Work to complete
Wherever "screenshot" occurs in the entries, copy the line that holds it.

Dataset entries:
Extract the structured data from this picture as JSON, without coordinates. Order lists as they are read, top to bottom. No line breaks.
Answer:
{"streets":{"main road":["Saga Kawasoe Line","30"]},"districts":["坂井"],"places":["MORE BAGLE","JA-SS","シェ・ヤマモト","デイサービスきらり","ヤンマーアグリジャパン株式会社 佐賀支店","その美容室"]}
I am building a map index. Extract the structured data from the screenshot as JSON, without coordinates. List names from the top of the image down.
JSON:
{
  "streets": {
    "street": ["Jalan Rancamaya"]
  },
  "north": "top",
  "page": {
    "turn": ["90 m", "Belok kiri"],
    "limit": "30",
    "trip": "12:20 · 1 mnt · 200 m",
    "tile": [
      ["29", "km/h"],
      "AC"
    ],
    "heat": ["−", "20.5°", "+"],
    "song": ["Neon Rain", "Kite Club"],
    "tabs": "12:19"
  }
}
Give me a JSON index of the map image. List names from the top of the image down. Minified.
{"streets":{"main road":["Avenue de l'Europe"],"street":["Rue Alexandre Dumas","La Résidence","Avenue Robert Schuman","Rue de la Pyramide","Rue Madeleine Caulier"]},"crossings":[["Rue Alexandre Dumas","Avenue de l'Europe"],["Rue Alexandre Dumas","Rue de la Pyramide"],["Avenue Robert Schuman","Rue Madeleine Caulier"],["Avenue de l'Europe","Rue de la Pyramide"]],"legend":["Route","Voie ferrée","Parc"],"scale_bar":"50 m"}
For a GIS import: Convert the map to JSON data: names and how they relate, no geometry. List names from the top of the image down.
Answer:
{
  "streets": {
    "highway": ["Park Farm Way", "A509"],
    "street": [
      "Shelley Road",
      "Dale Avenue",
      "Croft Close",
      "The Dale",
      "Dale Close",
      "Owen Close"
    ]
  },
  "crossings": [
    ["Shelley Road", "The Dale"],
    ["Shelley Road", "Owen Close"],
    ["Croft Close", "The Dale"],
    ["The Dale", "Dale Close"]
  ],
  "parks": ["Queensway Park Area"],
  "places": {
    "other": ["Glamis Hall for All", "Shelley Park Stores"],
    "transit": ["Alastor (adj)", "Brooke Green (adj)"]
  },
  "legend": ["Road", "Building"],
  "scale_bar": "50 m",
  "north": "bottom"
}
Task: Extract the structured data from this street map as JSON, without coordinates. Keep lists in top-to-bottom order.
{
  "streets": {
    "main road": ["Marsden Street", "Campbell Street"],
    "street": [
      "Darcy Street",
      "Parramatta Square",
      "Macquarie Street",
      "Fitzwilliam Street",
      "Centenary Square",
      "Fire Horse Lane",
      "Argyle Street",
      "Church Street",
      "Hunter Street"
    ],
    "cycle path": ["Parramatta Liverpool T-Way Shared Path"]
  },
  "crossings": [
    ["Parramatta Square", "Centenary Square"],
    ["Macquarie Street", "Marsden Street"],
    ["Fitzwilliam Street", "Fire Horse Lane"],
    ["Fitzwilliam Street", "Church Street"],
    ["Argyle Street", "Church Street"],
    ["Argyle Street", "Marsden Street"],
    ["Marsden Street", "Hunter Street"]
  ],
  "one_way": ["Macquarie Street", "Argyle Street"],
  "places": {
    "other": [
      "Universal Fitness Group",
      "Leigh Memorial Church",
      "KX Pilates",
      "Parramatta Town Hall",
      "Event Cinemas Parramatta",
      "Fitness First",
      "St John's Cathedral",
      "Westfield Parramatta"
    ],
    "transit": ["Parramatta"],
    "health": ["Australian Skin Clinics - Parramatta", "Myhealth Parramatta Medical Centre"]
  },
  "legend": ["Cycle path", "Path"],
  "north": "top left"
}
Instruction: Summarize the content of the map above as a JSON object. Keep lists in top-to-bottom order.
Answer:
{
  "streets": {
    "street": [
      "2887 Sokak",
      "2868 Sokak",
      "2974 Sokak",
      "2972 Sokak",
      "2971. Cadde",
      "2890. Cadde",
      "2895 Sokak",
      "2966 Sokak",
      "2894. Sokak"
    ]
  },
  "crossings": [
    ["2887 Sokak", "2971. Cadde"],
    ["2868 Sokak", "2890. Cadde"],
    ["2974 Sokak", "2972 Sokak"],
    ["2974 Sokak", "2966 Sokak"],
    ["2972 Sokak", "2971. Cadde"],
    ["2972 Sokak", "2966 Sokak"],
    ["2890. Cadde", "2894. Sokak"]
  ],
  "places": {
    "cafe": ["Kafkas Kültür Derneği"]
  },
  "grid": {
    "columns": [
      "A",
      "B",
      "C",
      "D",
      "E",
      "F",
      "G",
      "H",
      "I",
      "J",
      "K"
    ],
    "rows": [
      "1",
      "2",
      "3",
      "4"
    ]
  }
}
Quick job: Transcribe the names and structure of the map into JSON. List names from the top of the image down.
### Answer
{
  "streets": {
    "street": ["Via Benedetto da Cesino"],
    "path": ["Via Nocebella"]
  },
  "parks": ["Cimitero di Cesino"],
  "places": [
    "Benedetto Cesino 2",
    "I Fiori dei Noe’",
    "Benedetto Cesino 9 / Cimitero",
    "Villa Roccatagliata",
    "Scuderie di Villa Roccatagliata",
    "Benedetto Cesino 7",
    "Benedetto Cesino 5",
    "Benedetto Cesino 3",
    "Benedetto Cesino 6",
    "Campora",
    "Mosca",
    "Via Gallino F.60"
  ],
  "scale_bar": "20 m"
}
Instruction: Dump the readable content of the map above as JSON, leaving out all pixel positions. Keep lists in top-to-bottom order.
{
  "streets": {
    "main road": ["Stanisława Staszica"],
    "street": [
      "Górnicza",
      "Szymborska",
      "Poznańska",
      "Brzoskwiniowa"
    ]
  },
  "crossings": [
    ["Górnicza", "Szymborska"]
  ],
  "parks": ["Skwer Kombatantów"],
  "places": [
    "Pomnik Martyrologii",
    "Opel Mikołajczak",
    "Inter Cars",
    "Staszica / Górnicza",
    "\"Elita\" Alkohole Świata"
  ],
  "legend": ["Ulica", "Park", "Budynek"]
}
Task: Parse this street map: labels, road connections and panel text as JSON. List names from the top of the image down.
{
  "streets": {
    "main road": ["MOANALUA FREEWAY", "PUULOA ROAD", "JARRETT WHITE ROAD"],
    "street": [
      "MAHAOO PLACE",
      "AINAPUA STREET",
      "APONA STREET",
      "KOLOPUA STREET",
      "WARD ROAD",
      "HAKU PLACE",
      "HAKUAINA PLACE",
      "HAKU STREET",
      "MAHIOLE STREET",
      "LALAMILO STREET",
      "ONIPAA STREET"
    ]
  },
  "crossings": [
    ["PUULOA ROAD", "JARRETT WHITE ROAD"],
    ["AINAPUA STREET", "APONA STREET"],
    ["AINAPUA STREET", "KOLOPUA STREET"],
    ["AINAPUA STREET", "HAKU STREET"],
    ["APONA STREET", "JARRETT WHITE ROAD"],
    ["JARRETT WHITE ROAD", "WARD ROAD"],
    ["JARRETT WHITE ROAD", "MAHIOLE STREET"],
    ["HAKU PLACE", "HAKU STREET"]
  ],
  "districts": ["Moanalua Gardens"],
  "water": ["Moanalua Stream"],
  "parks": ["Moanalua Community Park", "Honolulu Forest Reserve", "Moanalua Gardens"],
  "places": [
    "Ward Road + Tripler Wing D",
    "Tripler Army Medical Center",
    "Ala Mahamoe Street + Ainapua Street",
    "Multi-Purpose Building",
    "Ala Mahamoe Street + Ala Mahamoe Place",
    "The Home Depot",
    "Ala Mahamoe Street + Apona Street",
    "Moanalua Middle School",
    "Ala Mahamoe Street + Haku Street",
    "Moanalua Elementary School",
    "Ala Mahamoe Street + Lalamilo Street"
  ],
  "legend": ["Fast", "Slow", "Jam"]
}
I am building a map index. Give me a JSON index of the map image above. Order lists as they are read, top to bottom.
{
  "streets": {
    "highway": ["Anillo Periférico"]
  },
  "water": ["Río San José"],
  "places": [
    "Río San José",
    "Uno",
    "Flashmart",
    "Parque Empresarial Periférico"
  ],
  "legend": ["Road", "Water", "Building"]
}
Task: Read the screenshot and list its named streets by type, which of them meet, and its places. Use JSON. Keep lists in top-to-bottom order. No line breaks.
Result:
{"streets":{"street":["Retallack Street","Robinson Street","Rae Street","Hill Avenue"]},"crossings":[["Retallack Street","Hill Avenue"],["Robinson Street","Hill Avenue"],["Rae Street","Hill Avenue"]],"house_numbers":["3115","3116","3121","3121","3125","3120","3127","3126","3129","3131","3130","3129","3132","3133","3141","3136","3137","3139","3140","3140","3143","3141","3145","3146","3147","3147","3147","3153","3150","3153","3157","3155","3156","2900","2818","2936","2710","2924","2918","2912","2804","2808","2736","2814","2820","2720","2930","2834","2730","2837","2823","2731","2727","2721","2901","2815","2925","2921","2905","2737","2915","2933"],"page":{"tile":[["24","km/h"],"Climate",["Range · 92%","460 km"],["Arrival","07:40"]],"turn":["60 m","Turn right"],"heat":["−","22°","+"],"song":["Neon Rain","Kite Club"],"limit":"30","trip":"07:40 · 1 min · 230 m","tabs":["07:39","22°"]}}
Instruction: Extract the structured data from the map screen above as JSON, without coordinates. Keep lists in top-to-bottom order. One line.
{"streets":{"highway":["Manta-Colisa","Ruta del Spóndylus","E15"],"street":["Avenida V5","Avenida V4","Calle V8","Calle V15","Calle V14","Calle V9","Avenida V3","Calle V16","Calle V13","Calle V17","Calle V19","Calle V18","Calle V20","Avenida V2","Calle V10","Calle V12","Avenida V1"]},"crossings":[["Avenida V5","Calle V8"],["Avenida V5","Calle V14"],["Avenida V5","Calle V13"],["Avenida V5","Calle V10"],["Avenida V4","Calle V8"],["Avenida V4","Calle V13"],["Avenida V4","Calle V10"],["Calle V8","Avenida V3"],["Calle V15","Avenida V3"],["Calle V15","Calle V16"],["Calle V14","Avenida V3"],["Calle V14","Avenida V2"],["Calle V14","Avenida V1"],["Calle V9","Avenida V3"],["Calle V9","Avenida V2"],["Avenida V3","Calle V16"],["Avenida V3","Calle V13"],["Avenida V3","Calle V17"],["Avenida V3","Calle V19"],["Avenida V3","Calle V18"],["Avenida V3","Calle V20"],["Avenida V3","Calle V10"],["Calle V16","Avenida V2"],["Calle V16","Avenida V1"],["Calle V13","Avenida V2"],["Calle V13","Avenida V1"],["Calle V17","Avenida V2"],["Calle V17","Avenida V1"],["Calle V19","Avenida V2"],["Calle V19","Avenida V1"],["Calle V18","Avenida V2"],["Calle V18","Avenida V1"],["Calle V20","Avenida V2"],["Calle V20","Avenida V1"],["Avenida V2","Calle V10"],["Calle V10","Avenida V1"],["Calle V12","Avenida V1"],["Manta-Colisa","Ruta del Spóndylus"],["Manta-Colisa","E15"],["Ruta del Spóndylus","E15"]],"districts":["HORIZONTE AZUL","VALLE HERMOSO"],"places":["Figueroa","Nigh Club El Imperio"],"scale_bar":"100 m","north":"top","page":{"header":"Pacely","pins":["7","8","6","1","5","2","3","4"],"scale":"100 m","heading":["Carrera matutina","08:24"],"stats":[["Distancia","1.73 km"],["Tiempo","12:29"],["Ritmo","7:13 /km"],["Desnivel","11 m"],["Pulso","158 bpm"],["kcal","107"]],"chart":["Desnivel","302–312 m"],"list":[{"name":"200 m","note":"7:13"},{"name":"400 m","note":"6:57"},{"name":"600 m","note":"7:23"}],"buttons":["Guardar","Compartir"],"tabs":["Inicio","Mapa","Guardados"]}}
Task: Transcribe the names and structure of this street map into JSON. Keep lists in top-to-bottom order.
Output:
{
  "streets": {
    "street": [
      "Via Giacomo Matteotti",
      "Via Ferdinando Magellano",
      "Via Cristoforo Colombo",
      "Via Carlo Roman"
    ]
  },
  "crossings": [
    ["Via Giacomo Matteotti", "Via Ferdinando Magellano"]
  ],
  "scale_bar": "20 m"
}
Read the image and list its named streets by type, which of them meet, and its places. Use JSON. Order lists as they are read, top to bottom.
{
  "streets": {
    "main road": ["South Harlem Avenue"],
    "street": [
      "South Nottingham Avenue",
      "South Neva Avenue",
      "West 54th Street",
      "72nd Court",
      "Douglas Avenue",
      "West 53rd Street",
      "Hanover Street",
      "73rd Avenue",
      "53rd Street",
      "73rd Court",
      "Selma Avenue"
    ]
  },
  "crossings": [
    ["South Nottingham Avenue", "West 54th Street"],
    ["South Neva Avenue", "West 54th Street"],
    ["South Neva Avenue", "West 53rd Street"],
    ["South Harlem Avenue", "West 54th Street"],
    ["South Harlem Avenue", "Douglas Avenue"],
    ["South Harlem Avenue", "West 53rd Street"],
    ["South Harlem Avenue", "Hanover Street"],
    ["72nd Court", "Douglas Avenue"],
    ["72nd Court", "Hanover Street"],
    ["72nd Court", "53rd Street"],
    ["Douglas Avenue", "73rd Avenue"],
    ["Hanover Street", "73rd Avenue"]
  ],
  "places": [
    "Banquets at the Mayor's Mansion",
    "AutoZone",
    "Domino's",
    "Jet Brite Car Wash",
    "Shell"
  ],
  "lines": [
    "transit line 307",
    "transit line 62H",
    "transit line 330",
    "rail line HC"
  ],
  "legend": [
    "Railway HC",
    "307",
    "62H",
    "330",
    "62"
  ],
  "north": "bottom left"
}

Result of this exercise
I am building a map index. Extract the structured data from the screenshot as JSON, without coordinates. List names from the top of the image down.
Task: Read the screenshot and list its named streets by type, which of them meet, and its places. Use JSON. Keep lists in top-to-bottom order. No line breaks.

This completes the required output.